There is a vast array of adaptive equipment available for personal hygiene, dressing and eating, home, work, and social activities and for leisure and sports, and these can be accessed through healthcare providers and online companies from around the world. It is important to ensure that any equipment is functional to you and if it is not, to find something that is. If you are living with an upper limb loss you will find unique ways to do activities that support your independence and your lifestyle.


People living with an upper limb loss naturally use their dominant arm and hand more and depending on the level of loss, find their body naturally shifts towards a new centre of gravity with the muscles adjusting accordingly. These issues can, over time, impact the shoulders and back from bracing and twisting, and the dominant arm and hand from general increased use. In addition to feeling tension on the over-used shoulder, arm or hand, being one-handed means it is impossible to self-massage or rub any minor aches or pains oneself, so finding ways to bring relief is a necessity. Some people with upper arm loss utilise support funding for regular massages to release the tension from their upper body and their dominant side.
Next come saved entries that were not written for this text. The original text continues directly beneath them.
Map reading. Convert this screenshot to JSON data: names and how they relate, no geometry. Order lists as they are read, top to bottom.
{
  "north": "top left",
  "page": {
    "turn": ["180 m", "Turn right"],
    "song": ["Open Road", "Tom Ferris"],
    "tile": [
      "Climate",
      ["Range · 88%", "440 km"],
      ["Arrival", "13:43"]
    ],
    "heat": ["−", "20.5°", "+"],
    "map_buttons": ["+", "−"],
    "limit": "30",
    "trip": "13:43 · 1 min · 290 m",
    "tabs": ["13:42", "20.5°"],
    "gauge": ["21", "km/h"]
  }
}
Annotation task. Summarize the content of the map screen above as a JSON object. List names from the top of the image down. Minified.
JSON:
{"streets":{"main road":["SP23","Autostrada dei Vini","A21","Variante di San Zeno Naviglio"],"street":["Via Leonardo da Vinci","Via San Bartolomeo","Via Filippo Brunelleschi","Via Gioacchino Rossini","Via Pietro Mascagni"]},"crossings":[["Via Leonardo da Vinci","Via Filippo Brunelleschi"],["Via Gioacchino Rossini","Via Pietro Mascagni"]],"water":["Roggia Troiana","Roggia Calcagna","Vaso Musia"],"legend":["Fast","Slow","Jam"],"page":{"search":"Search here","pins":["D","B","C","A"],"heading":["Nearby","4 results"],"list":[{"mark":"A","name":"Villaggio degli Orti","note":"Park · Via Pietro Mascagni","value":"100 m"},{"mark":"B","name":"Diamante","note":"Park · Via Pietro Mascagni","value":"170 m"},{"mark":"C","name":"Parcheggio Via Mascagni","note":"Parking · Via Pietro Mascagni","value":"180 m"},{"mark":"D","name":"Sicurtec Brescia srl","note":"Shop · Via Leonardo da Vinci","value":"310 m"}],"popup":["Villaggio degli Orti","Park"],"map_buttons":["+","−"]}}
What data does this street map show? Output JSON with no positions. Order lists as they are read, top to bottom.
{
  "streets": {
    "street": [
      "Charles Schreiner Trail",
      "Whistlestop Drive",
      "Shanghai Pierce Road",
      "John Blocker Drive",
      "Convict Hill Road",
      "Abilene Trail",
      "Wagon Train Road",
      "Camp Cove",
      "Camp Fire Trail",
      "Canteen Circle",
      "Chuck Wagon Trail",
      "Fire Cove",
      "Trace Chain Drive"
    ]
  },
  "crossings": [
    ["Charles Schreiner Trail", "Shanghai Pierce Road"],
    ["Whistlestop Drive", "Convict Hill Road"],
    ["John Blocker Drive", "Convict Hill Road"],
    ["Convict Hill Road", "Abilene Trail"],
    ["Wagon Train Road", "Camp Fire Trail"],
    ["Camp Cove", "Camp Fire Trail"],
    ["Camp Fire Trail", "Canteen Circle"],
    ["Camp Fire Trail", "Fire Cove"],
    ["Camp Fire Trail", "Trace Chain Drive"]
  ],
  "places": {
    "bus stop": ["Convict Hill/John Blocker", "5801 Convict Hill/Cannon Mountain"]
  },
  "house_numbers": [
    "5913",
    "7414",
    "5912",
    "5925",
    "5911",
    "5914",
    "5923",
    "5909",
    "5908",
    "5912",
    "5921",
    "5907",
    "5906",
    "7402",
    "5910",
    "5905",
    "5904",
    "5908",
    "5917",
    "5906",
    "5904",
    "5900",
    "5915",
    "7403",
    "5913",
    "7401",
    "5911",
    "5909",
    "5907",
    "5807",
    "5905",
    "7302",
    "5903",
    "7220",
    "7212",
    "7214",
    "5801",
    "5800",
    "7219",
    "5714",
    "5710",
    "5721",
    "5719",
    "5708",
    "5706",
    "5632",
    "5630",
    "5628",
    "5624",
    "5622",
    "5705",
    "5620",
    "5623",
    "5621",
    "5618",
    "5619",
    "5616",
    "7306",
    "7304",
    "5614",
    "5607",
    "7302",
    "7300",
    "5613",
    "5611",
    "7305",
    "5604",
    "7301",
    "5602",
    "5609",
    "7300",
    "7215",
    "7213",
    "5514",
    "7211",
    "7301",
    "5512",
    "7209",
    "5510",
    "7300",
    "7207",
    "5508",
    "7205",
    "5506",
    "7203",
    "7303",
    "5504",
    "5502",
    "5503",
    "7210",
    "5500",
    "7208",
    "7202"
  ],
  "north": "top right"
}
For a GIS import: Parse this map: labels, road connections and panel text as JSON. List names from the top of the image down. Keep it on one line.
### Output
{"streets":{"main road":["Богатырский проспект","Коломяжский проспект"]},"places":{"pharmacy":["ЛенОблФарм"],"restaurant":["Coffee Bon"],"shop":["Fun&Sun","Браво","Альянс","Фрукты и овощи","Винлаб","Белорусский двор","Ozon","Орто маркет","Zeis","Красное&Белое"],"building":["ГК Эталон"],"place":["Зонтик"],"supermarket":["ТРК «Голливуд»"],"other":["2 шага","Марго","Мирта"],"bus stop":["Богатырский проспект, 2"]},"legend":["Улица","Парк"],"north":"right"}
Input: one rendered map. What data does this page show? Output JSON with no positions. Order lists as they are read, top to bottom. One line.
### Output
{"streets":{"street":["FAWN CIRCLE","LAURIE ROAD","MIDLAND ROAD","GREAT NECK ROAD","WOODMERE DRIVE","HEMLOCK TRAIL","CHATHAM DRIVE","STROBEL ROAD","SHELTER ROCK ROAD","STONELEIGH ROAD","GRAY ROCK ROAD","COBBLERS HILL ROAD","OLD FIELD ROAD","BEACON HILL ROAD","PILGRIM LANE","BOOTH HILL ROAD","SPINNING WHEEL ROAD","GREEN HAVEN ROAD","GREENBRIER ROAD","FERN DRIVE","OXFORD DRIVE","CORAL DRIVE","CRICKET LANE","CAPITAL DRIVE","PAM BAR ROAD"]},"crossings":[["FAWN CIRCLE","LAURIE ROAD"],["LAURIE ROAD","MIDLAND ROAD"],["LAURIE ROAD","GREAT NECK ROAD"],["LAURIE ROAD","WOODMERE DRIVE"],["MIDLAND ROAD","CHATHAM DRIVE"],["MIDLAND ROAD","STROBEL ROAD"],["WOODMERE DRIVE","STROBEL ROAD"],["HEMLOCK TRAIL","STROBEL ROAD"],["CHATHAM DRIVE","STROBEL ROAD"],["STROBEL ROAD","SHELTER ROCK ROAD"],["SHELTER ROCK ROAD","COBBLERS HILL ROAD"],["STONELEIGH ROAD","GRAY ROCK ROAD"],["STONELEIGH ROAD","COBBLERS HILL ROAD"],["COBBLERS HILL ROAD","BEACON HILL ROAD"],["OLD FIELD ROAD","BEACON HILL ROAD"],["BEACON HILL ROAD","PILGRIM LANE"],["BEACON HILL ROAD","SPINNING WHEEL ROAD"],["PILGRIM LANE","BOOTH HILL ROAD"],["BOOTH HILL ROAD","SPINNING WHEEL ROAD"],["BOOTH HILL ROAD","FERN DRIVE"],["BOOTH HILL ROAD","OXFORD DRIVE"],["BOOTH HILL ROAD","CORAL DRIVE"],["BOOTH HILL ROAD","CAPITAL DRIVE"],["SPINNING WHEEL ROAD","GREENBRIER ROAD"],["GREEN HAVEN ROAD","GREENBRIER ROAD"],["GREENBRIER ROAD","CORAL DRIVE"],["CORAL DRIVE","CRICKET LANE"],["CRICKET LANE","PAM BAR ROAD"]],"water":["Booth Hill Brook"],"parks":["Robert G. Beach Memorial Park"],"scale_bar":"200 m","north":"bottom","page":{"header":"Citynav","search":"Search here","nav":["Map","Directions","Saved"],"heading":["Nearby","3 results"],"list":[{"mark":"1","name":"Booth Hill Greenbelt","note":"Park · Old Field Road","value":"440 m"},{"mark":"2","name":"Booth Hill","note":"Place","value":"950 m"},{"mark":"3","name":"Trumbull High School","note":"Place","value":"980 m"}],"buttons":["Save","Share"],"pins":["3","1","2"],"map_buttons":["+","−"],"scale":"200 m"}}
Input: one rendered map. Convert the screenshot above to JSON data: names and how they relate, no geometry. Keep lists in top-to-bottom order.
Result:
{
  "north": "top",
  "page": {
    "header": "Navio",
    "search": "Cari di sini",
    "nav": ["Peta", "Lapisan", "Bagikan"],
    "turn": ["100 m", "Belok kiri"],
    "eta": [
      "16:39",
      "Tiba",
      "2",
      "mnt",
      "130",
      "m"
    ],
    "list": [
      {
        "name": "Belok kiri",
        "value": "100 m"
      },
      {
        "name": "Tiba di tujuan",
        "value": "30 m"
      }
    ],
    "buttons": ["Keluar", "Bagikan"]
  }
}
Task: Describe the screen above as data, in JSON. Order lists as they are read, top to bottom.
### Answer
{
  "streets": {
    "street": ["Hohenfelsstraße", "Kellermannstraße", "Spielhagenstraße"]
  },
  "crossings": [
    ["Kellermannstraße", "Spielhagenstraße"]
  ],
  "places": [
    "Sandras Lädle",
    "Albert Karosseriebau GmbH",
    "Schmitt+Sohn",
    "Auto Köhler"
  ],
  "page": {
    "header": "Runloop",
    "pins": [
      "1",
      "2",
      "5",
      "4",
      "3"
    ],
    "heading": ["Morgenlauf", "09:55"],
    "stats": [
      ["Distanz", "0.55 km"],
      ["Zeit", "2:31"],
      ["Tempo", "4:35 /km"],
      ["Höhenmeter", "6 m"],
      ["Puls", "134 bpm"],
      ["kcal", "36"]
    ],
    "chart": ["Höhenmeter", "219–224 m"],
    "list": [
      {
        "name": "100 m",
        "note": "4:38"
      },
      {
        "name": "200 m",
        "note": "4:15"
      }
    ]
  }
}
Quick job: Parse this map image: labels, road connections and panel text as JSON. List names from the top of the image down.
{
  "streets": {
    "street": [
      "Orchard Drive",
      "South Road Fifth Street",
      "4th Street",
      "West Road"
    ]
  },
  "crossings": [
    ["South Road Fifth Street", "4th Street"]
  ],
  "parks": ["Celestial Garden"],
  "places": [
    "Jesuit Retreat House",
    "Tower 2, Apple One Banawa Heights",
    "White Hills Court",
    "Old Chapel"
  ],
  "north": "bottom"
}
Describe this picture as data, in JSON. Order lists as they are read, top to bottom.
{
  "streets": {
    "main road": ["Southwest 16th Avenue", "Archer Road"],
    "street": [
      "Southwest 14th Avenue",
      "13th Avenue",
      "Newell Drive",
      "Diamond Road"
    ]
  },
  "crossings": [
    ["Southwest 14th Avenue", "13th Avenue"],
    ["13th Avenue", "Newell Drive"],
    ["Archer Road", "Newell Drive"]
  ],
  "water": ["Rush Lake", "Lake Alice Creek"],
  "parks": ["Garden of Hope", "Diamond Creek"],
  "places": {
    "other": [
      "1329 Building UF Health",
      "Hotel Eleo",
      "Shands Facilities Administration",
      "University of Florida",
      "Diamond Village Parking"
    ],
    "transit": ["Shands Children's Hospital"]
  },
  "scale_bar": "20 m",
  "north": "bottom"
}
Some attend yoga, go to the gym or see a physiotherapist to learn adaptable stretches to give relief.


Clothing can provide options to show as little or as much of the remaining arm as is preferred, and people with upper limb loss vary in their sensitivity to the hang of the loose arm in a shirt, jumper, or jacket. Some amputees are comfortable in sleeveless tops, some prefer the loose arm to always hang for aesthetic symmetry, while others prefer to pin or tuck the sleeve into a pocket and out of the way. The fact that gloves come in pairs will remain a frustrating reality!

Visual difference

People with an amputation who don’t wear a prosthesis will have a more obvious visual difference in public and will attract stares and comments. Particularly in the early stage after an amputation this can be a very sensitive and difficult time, and each person will navigate this in ways that suit them. The only way to strengthen your ability to manage this and continue to live your life is to keep going out and literally practice being seen. Over time it will become easier, and as you integrate your new body shape into your life your sensitivities will lessen, and your capacity to be in public will increase.